Старший сын Абрама Петровича Ганнибала, прадеда Пушкина, Иван Абрамович Ганнибал, был выдающимся представителем уже века Екатерины Второй. Он прославился тем, что взял неприступную турецкую морскую крепость Наварим, участвовал в Чесменском сражении, где руководил огнем корабельных батарей, что во многом и предопределило исход боя, в котором погиб весь турецкий флот и основал, и отстроил Херсон.
В "Post scriptum" "Моей родословной" Пушкин вспоминал в Болдине:
И был отец он Ганнибала,
Пред кем средь чесменских пучин
Громада кораблей вспылала,
И пал впервые Наварин.
Поэт полагал, что Иван Абрамович Ганнибал руководил, каким-то чудом оставшись в живых, знаменитой атакой брандеров, судов, поджигавших вражеские корабли в Чесменском бою.

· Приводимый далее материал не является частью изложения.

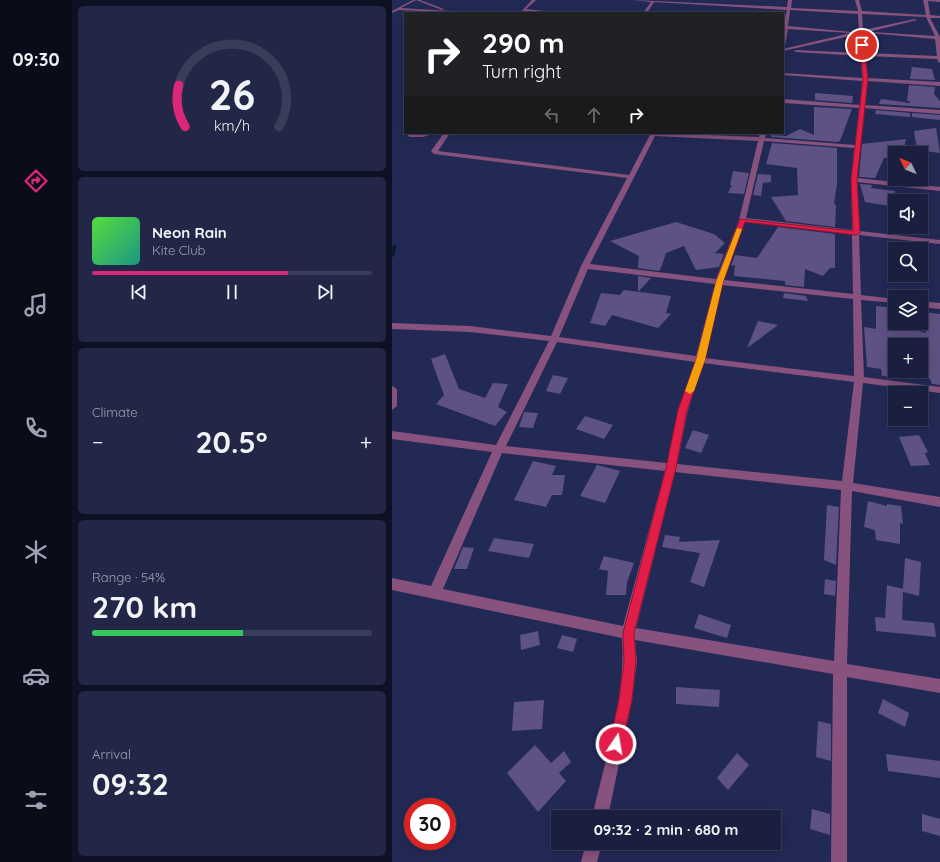 <!DOCTYPE html>
<meta charset="utf-8">
<style>
:root{--surface:#1a1f40;--page:#232747;--text:#f1f3f6;--muted:#9fa2b1;--line:#383d59;--accent:#db2777}
body{margin:0;font-family:Quicksand,sans-serif;background:var(--page);color:var(--text);height:100vh;display:flex;flex-direction:column;font-size:15px;white-space:nowrap}
*{box-sizing:border-box;margin:0}
p{font-size:13px;color:var(--muted)}
.icon{flex:none;width:22px;height:22px;fill:none;stroke:currentColor;stroke-width:2;stroke-linecap:round;stroke-linejoin:round}
.map{position:relative;flex:1;overflow:hidden}
.side{display:flex;flex-direction:column;gap:6px;padding:6px;background:#0e1123;width:320px}
.side>*{flex:none}
.guide{position:absolute;left:12px;top:12px;width:380px;height:122px;border-radius:0px;box-shadow:0 2px 10px #0003,0 0 0 1px var(--line);background:#202124;color:#fff;overflow:hidden}
.needle{width:26px;rotate:313deg}
.buttons{position:absolute;left:496px;top:146px;display:grid;gap:8px}
.buttons a{display:grid;place-items:center;width:40px;height:40px;border-radius:0px;background:var(--surface);box-shadow:0 2px 10px #0003,0 0 0 1px var(--line);font-size:20px}
.speed{position:absolute;left:12px;top:798px;display:flex;gap:8px;font-size:20px;font-weight:700;text-align:center}
.speed>*{display:grid;place-content:center;width:52px;height:52px;border-radius:50%;background:var(--surface);box-shadow:0 2px 10px #0003,0 0 0 1px var(--line);line-height:1}
.speed .limit{border:6px solid #d22;background:#fff;color:#111}
.pin{position:absolute;display:grid;place-items:center;width:34px;height:34px;color:#fff;margin:-17px;border:2px solid #fff;border-radius:50%;box-shadow:0 1px 4px #0007}
.me{position:absolute;width:44px;margin:-22px;rotate:12deg;stroke-linejoin:round;filter:drop-shadow(0 0 3px #0008)}
.turn{display:flex;align-items:center;gap:14px;height:84px;padding:0 12px;font-size:18px}
.turn .icon{width:52px;height:52px;stroke-width:2.5}
.turn b{display:block;font-size:28px;line-height:34px}
.lanes{display:flex;align-items:center;height:38px;padding:0 12px;background:#0003;justify-content:center;gap:20px;direction:ltr}
.lanes .off{opacity:.35}
.big{font-size:30px;font-weight:700;line-height:1.1}
.side .tile{flex:1;display:flex;flex-direction:column;justify-content:center;gap:6px;min-width:0;padding:0 14px;border-radius:6px;background:var(--page)}
.side .dial{align-items:center;gap:0}
.dial svg{height:104px;overflow:visible;fill:none;stroke:var(--line);stroke-width:7;stroke-linecap:round;text-anchor:middle}
.dial text{fill:var(--text);stroke:none}
.song{display:flex;align-items:center;gap:12px}
.cover{width:48px;height:48px;border-radius:6px;background:linear-gradient(135deg,hsl(110 70% 55%),hsl(170 70% 35%))}
.played{height:4px;border-radius:2px;background:linear-gradient(90deg,var(--accent) 70%,var(--line) 70%)}
.keys{display:flex;justify-content:space-around;direction:ltr}
.heat{display:flex;justify-content:space-between;align-items:center;font-size:22px;direction:ltr}
.charge{height:6px;border-radius:3px;background:linear-gradient(90deg,#34c759 54%,var(--line) 0)}
.trip{position:absolute;left:159px;top:810px;width:230px;height:40px;border-radius:0px;background:var(--surface);box-shadow:0 2px 10px #0003,0 0 0 1px var(--line);font-weight:700;line-height:40px;text-align:center}
main{display:flex;flex:1;min-height:0}
.tabs{display:flex;flex-direction:column;width:72px;justify-content:space-around;align-items:center;background:#0a0c1a;color:var(--muted)}
.tabs .icon{width:28px;height:28px}
.tabs .current{color:var(--accent)}
.tabs b{font-size:18px;color:var(--text)}
.map>svg:first-child{display:block}
</style>
<main>
<nav class="tabs">
<b>09:30</b>
<svg class="icon current" aria-label="directions" viewBox="0 0 24 24"><path d="M12 3l9 9-9 9-9-9zM9 14v-3h6M13 9l2 2-2 2"/></svg>
<svg class="icon" aria-label="music" viewBox="0 0 24 24"><path d="M9 18V5l10-2v13"/><circle cx="6" cy="18" r="3"/><circle cx="16" cy="16" r="3"/></svg>
<svg class="icon" aria-label="phone" viewBox="0 0 24 24"><path d="M5 4h4l2 5-3 2q2 4 5 5l2-3 5 2v4C11 20 4 13 5 4z"/></svg>
<svg class="icon" aria-label="climate" viewBox="0 0 24 24"><path d="M12 3v18M4 7l16 10M4 17L20 7"/></svg>
<svg class="icon" aria-label="car" viewBox="0 0 24 24"><path d="M5 17H2v-5l4-1 3-4h7l3 4 3 1v5h-3M9 17h6M6 11h13"/><circle cx="7" cy="17" r="2"/><circle cx="17" cy="17" r="2"/></svg>
<svg class="icon" aria-label="filters" viewBox="0 0 24 24"><path d="M4 7h16M4 17h16"/><circle cx="9" cy="7" r="2"/><circle cx="15" cy="17" r="2"/></svg>
</nav>
<section class="side">
<div class="tile dial"><svg viewBox="0 0 100 80">
<path d="M14 69A42 42 0 1 1 86 69"/>
<path d="M14 69A42 42 0 0 1 9 37" stroke="#db2777"/>
<text x="50" y="56" font-size="32" font-weight="700">26</text>
<text x="50" y="72" font-size="11">km/h</text>
</svg></div>
<div class="tile">
<div class="song"><i class="cover"></i><div><b>Neon Rain</b><p>Kite Club</p></div></div>
<div class="played"></div>
<div class="keys"><svg class="icon" aria-label="previous" viewBox="0 0 24 24"><path d="M18 5L8 12l10 7zM5 5v14"/></svg><svg class="icon" aria-label="pause" viewBox="0 0 24 24"><path d="M8 5v14M16 5v14"/></svg><svg class="icon" aria-label="next" viewBox="0 0 24 24"><path d="M6 5l10 7-10 7zM19 5v14"/></svg></div>
</div>
<div class="tile"><p>Climate</p>
<div class="heat"><a>−</a><b class="big">20.5°</b><a>+</a></div>
</div>
<div class="tile"><p>Range · 54%</p><b class="big">270 km</b><div class="charge"></div></div>
<div class="tile"><p>Arrival</p><b class="big">09:32</b></div>
</section>
<div class="map">
<svg width="548" height="862" viewBox="0 0 548 862">
<rect width="100%" height="100%" fill="#222955"/>
<g fill="none" stroke-linecap="round" stroke-linejoin="round">
<!-- stream -->
<path fill="#03181c" fill-rule="evenodd" d="M1,245h1l2,1 -2,10 -2,1z"/>
</g>
<!-- building -->
<g fill="#5d5283">
<path d="M520,67l20,2 3,11 -25,-1z"/>
<path d="M517,85l26,2 -1,7 6,7v7l-61,-4 2,-5 29,4v-2h-3z"/>
<path d="M423,93l38,3 -1,7 -37,-3z"/>
<path d="M422,107l38,2 -12,32 -3,1 -66,-5v-2l15,1 14,-7 14,6z"/>
<path d="M484,110l34,3v4l-35,-3z"/>
<path d="M520,113l28,2v5l-28,-3z"/>
<path d="M544,128l4,25 -23,-3 -3,-19z"/>
<path d="M514,139l-3,14h-8v5h-11l-9,20 -16,-1 3,-33z"/>
<path d="M380,143l65,5v36l-3,20 2,1 -1,22 -49,-6 -15,-24 27,-2 -1,-27 -31,-4z"/>
<path d="M341,171l16,2 -5,21 -16,-1 4,-8h-2z"/>
<path d="M366,174l13,1v7l-8,1 -2,13 -8,-1z"/>
<path d="M468,184l12,1 -1,3 24,3v16l-30,-5z"/>
<path d="M284,222l38,12 11,9 -10,10 9,1 -5,13 -23,3 -12,-24 -18,7 -5,15 -2,3 -21,-3 1,-12 -29,-15z"/>
<path d="M386,227l57,7v34h-5l-7,8 -18,-7 -1,18 -19,-2v-4l-51,-5 1,-11 -4,1 4,-11 22,3z"/>
<path d="M246,276l13,2 -13,14z"/>
<path d="M232,290l47,6 -5,17 5,1 -13,14 -46,-13 -7,11 -15,-3 11,-30 19,2z"/>
<path d="M392,293l22,3 2,5 -25,-3z"/>
<path d="M484,306l19,2v16l31,9 -2,-21 16,2v71l-8,-1 -11,-27v-15l-26,-5v40l-13,-1 -1,-7 -14,-2 -3,-40 12,2z"/>
<path d="M366,321l20,4 -31,23z"/>
<path d="M53,354l14,35 26,9 8,-15 15,1 -10,23 9,5 -12,14 -59,-22 8,-9 -13,-36z"/>
<path d="M161,375l15,3 -8,16 -14,-3z"/>
<path d="M132,412l14,1 -5,15 -14,-1z"/>
<path d="M193,416l28,9 -9,14 -28,-10z"/>
<path d="M301,430l16,5 -8,18 -16,-5z"/>
<path d="M527,435l9,17 -3,1 5,12 -19,1 -12,-29z"/>
<path d="M141,461l23,5 -4,9h13l-3,20h-10l-6,12 -32,-7z"/>
<path d="M205,465l23,6 -15,32 -25,-7z"/>
<path d="M476,501l19,5v-2l14,2 2,18 -3,-1v21l-24,-4 -1,-10 -11,-3z"/>
<path d="M435,505l12,2 -3,58 -12,-5z"/>
<path d="M273,535l15,2 -1,5 41,-2 -16,47 -14,-5 10,-29 -38,-6z"/>
<path d="M102,538l40,6 -5,14 -41,-7z"/>
<path d="M71,547l11,1 -7,21h-13z"/>
<path d="M212,556l30,7 -7,19 -1,13h-20l2,-24 -9,-2z"/>
<path d="M513,558l16,4 -2,34 -16,-4 -1,28 32,3 2,14 -60,-6 -1,-14 10,1 2,-33 16,4z"/>
<path d="M433,579l11,2 -1,15 -11,-2z"/>
<path d="M307,614l32,11 -4,13 -33,-10z"/>
<path d="M146,631l2,14 -19,5 -1,-15z"/>
<path d="M170,635l15,4 -4,13 -16,-4z"/>
<path d="M284,687l44,3 -1,17 -43,-3z"/>
<path d="M491,699l26,14 -4,14 -27,-14z"/>
<path d="M152,700l-2,29 -30,2 2,-29z"/>
<path d="M426,721l13,3v37l-15,-4z"/>
<path d="M143,745l16,18 13,-12 7,11 -12,11 7,8 -28,31 -31,-39z"/>
<path d="M345,753l12,12 -21,25 -11,-12z"/>
<path d="M494,754l54,7v17l-52,-7z"/>
<path d="M420,809l18,5v21l-20,-6z"/>
<path d="M530,814l18,5v17l-18,-5z"/>
</g>
<g fill="none" stroke-linecap="round" stroke-linejoin="round">
<!-- service -->
<path fill="#87537e" fill-rule="evenodd" d="M21,0h7l24,9 -2,1 -26,-10 -15,8 67,4 -1,1 -68,-3 -7,3v-2z"/>
<!-- minor -->
<g fill="#87537e" fill-rule="evenodd">
<path d="M140,0h4l-10,9 37,4 -39,-2 -4,2z"/>
<path d="M240,0l155,7 1,-7h4l-1,8 67,3 -3,-11h4l3,11 64,4 -3,-15h17v2l-12,-1 2,14 10,1v2h-10l10,19v26l-2,-1 -1,-3 -71,-3 1,22 73,4v4l-73,-5 -2,24 75,5v4l-76,-6 -7,70 83,9v4l-83,-9 2,49 81,9v4l-81,-9 2,60 34,4v4l-34,-3 3,77 76,10v6l-77,-10 -10,100 87,14v10l-88,-16 -5,173 93,15v14l-93,-16v185h-16l2,-188 -198,-34 2,21 -5,39 -24,117h-16c13,-56 34,-122 30,-179l-230,-48v-12l39,8 61,-134 -100,-13v-8l104,14 53,-104 -79,-9 -78,-3v-6l78,3 81,10 30,-70 46,-88 -193,-24 -3,-3 13,-18h6l-12,18 191,24 22,-42 108,4 1,-4h6l-1,5 90,7 4,-37 -76,-5v-4l77,6 2,-24 -79,-6v-2l79,5 -1,-22 -65,-4 -2,-1 2,-1 65,3 -2,-19 -76,17v-2l76,-18 -1,-17 -68,-4 -2,16 64,6 -2,1 -62,-4 -3,17 -2,1v-21l4,-16 -133,-8 -7,11h-4l8,-11zM470,14l64,3 9,19 -63,-4 -2,1 65,6 2,17 -72,-3 -1,-20 53,-13 -2,-1 -52,11zM263,136l103,5 -19,79 -23,59 -126,-15zM372,141l90,7 -3,32 1,50 -106,-12zM353,222l107,12 1,60 -129,-14zM196,269l127,15 -19,72 -137,-19zM330,285l131,14 1,77 -149,-18zM165,342l138,20 -17,48 -11,53 -161,-17zM311,363l151,19 -12,99 -165,-17 11,-54zM110,453l163,18 -42,155 -180,-37zM283,472l166,18 -7,171 -198,-33z"/>
<path d="M15,133h28l-12,4h-13l-2,-1z"/>
<path d="M529,301l19,2v6l-19,-2z"/>
<path d="M0,386l5,3v17l-5,4z"/>
<path d="M194,843h16l-5,19h-16z"/>
</g>
</g>
<!-- route -->
<path fill="#e11d48" stroke="#92132f" d="M470,44l2,1 4,34 -11,101 3,53 -4,2 -111,-13 -22,60 -18,78 -18,50 -11,58 -42,165 2,28 -4,39 -10,44 -2,4 -4,2 -5,-2 -2,-4 10,-44 5,-39 -1,-28 43,-165 12,-58 18,-50 20,-78 24,-63 113,12 -2,-51 12,-101 -3,-34z"/>
<!-- slow -->
<path fill="#f59e0b" d="M345,228l5,1 -19,53 -18,78 -11,31 -4,3 -5,-3 11,-31 20,-78z"/>
</svg>
<div class="buttons">
<a><svg class="needle" viewBox="-14 -14 28 28"><path d="M0-13l5 13h-10z" fill="#e53935"/><path d="M0 13l5-13h-10z" fill="#9fa2b1"/></svg></a>
<a><svg class="icon" aria-label="sound" viewBox="0 0 24 24"><path d="M4 9h4l5-4v14l-5-4H4zM17 9q2 3 0 6"/></svg></a>
<a><svg class="icon" aria-label="search" viewBox="0 0 24 24"><circle cx="10" cy="10" r="6"/><path d="M15 15l6 6"/></svg></a>
<a><svg class="icon" aria-label="layers" viewBox="0 0 24 24"><path d="M12 4l9 5-9 5-9-5zM3 14l9 5 9-5"/></svg></a>
<a>+</a>
<a>−</a>
</div>
<div class="speed"><div class="limit">30</div></div>
<div class="pin" style="left:470px;top:45px;background:#d93025"><svg class="icon" aria-label="arrive" viewBox="0 0 24 24"><path d="M6 21V4h12l-3 4 3 4H6"/></svg></div>
<svg class="me" style="left:224px;top:744px" viewBox="-20 -20 40 40"><circle r="17" fill="#e11d48" stroke="#fff" stroke-width="3"/><path d="M0-11L8 9 0 5-8 9z" fill="#fff"/></svg>
<div class="trip">09:32 · 2 min · 680 m</div>
<div class="guide">
<div class="turn"><svg class="icon" aria-label="right" viewBox="0 0 24 24"><path d="M7 20v-9h11M14 6l5 5-5 5"/></svg><div><b>290 m</b>Turn right</div></div>
<div class="lanes"><svg class="icon off" aria-label="left" viewBox="0 0 24 24"><path d="M17 20v-9H6M10 6l-5 5 5 5"/></svg><svg class="icon off" aria-label="ahead" viewBox="0 0 24 24"><path d="M12 20V5M6 11l6-6 6 6"/></svg><svg class="icon" aria-label="right" viewBox="0 0 24 24"><path d="M7 20v-9h11M14 6l5 5-5 5"/></svg></div>
</div>
</div>
</main>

Пушкину было чем гордиться. Когда он оказался в Болдине, историческая память подсказывала ему множество идей, образов, замыслов, и он неутомимо разрабатывал их в своем осеннем одиночестве.
Под гербовой моей печатью
Я кипу грамот схоронил...
Но история неумолима. Когда-то богатейший род Пушкиных и Ганнибалов оскудевал, поместья дробились, земли шли на продажу; была продана и часть Большого Болдина. Еще до своей поездки поэт уловил и точно выразил в сжатой мысли причины быстрого упадка древних дворянских фамилий: "Дед был богат, сын нуждается, а внук идет по-миру". Даже те, кому удавалось подняться, в третьем поколении исчезали вновь, и никто не знал своих предков. Однако после гибели поэта свято чтилась уже согласно его заветам, так вдохновенно высказанным им в Болдинскую осень, его память. Сын его, Александр Александрович, русский боевой офицер, награжденный золотой георгиевской саблей "За храбрость", кавалер многих российских и трех иностранных орденов, генерал-лейтенант (в отставке генерал от кавалерии) всю жизнь бережно хранил перешедшие к нему после смерти матери письма, рабочие тетради, дневники Пушкина; он же спас от гибели прекрасную библиотеку отца.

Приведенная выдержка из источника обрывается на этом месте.